#### Action item:
Search the data for "bottom" and copy every matching line.

#### Source material:
☆ ☆ ☆
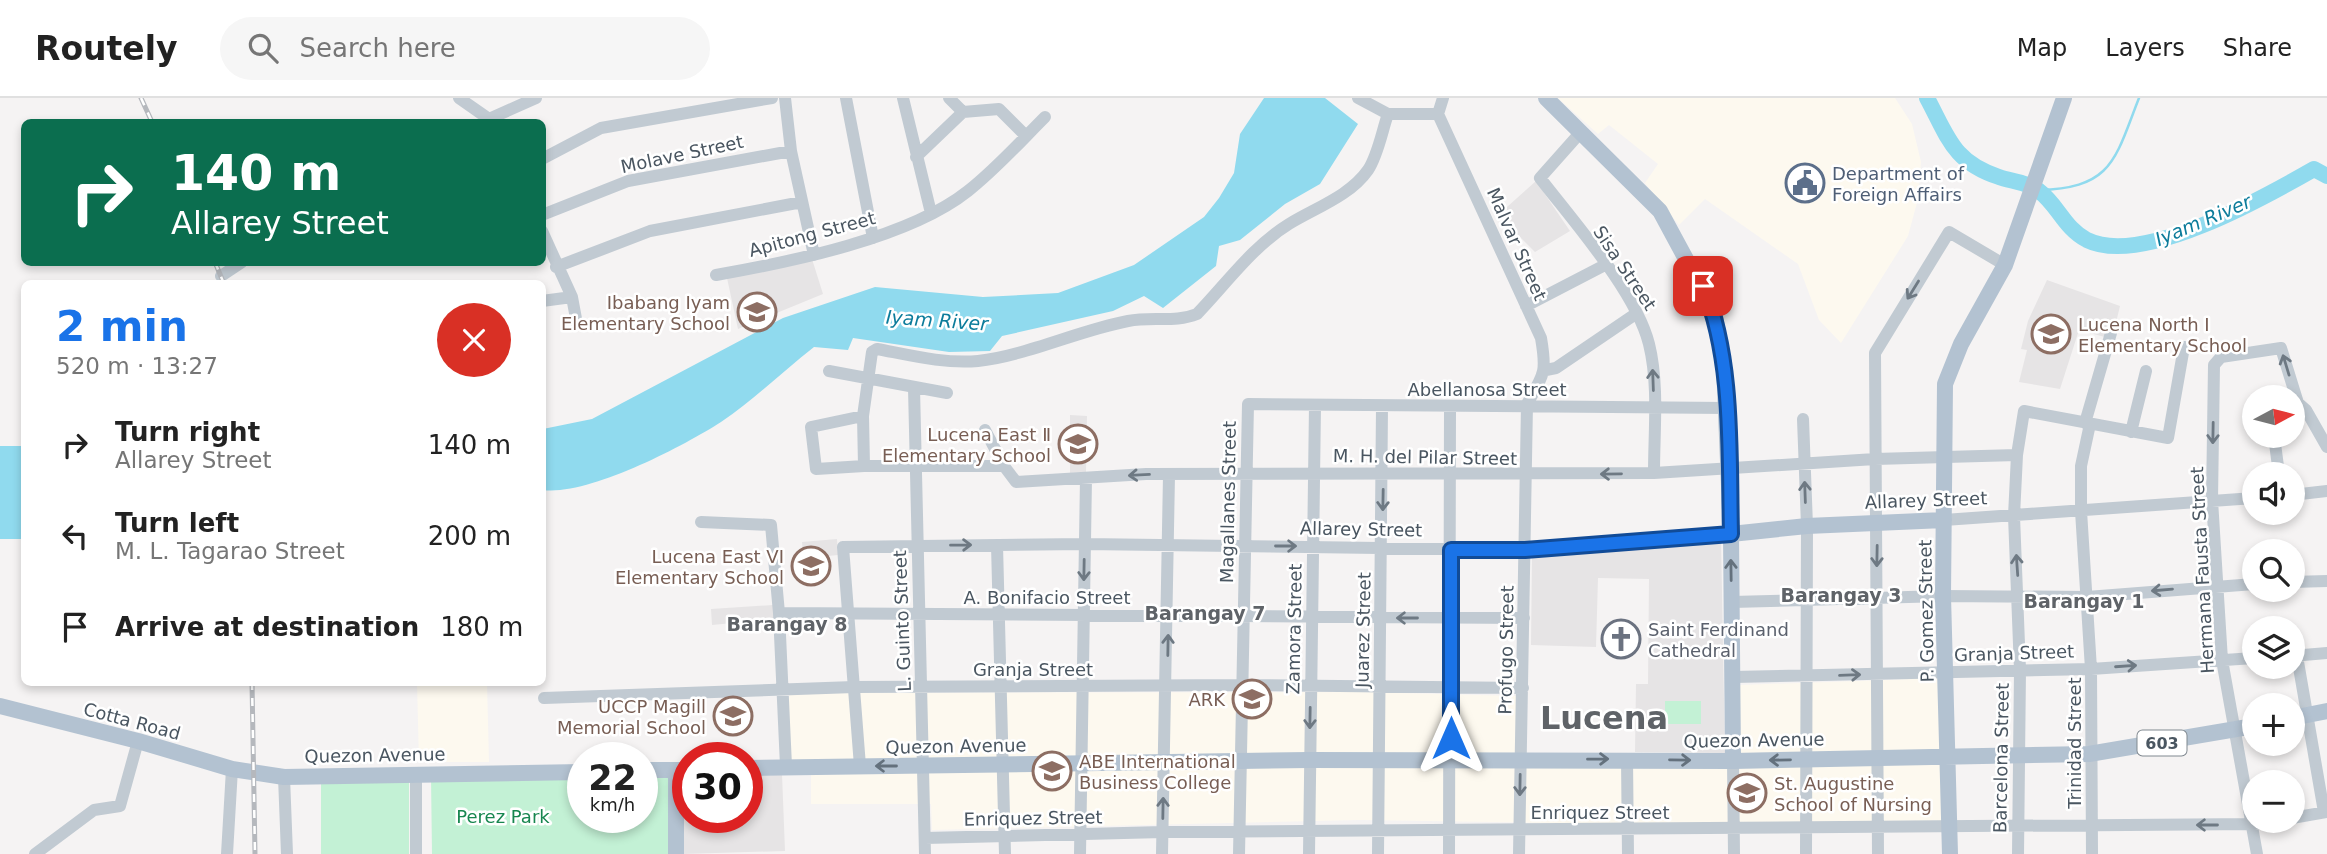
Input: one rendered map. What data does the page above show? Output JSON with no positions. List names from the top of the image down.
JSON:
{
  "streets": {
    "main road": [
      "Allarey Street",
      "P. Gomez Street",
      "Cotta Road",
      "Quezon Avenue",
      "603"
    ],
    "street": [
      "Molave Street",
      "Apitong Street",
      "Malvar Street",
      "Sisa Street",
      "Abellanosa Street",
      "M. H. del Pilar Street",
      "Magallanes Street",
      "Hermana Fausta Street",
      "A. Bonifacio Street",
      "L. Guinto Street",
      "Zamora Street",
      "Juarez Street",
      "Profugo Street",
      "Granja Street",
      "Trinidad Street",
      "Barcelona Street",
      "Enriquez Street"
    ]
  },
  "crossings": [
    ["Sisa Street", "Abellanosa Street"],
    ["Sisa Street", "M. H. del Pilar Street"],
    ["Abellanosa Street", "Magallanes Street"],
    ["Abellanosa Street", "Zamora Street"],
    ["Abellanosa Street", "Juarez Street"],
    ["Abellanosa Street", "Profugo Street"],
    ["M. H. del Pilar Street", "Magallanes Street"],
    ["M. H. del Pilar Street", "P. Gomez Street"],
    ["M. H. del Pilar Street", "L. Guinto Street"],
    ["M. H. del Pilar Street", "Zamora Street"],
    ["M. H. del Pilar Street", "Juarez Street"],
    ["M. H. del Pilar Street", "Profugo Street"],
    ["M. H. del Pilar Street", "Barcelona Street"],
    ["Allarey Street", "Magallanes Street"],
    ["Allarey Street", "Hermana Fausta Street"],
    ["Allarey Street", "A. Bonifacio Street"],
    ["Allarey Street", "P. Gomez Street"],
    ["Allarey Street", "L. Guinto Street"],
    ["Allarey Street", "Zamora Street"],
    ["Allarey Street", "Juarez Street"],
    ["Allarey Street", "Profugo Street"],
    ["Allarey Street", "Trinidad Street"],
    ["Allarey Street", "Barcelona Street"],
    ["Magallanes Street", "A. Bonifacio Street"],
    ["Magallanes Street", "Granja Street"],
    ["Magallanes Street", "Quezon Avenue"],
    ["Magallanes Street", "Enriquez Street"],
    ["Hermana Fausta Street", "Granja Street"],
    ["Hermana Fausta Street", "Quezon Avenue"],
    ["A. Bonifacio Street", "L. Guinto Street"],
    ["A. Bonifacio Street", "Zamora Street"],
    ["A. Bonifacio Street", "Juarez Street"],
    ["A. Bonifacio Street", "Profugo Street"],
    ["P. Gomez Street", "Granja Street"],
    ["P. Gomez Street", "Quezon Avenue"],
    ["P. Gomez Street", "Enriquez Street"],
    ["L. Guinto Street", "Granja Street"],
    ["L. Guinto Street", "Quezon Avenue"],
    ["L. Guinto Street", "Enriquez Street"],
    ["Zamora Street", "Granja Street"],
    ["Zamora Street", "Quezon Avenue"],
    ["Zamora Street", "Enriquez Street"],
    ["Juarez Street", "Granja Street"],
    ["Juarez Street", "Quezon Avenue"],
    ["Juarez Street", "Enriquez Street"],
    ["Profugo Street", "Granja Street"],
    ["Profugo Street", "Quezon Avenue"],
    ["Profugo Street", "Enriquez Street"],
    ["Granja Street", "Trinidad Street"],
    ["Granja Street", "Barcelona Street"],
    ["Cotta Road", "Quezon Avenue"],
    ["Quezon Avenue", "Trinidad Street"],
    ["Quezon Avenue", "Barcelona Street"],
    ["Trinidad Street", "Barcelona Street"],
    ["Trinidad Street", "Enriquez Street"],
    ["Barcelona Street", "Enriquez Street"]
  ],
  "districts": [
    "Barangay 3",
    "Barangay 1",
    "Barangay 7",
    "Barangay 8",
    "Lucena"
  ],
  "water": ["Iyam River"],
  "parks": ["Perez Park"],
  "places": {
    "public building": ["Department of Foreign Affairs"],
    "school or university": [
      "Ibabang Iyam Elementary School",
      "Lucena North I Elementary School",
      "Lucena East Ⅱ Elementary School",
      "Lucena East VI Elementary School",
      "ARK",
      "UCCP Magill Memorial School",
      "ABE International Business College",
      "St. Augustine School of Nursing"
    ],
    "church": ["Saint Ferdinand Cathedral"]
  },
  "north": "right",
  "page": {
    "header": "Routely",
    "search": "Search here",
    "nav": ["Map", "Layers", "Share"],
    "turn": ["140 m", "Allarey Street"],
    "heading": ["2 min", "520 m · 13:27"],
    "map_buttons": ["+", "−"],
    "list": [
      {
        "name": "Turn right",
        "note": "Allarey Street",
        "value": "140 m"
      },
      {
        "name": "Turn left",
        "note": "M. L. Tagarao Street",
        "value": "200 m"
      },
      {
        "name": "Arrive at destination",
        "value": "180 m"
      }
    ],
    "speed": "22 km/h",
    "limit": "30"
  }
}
☆ ☆ ☆
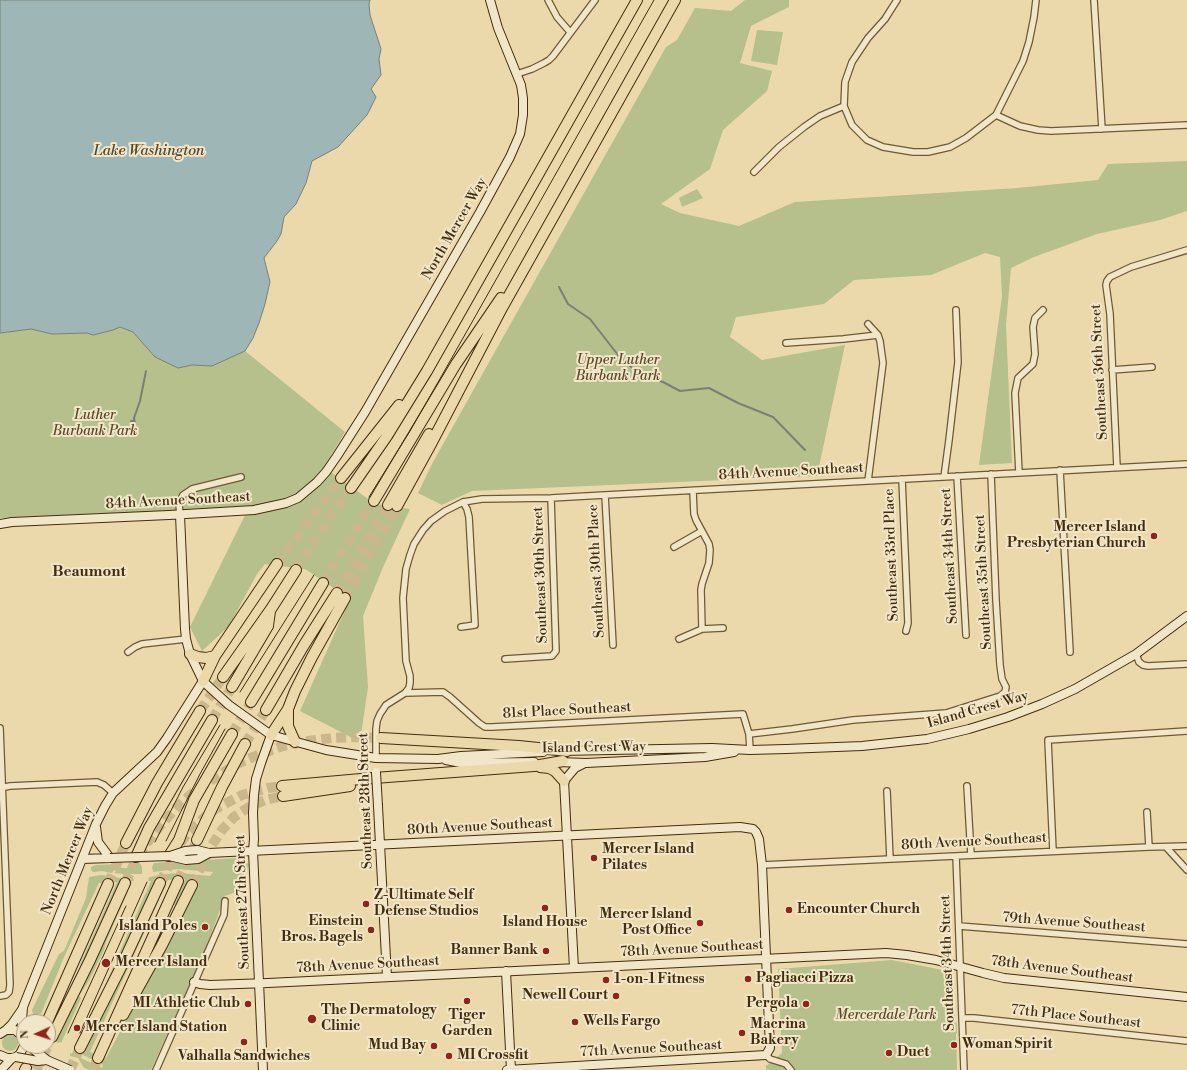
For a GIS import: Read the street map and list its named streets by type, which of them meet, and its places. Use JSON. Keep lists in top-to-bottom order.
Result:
☆ ☆ ☆
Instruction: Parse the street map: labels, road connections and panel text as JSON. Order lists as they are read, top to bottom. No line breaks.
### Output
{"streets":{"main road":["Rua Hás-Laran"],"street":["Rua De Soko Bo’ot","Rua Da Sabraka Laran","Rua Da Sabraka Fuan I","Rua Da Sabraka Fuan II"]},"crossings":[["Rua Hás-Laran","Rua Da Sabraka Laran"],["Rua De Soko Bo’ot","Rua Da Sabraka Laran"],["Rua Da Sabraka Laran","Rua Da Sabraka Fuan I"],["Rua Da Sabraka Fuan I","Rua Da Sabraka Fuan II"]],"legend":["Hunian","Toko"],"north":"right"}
☆ ☆ ☆
#### Answer:
For a GIS import: Read the street map and list its named streets by type, which of them meet, and its places. Use JSON. Keep lists in top-to-bottom order.
Instruction: Parse the street map: labels, road connections and panel text as JSON. Order lists as they are read, top to bottom. No line breaks.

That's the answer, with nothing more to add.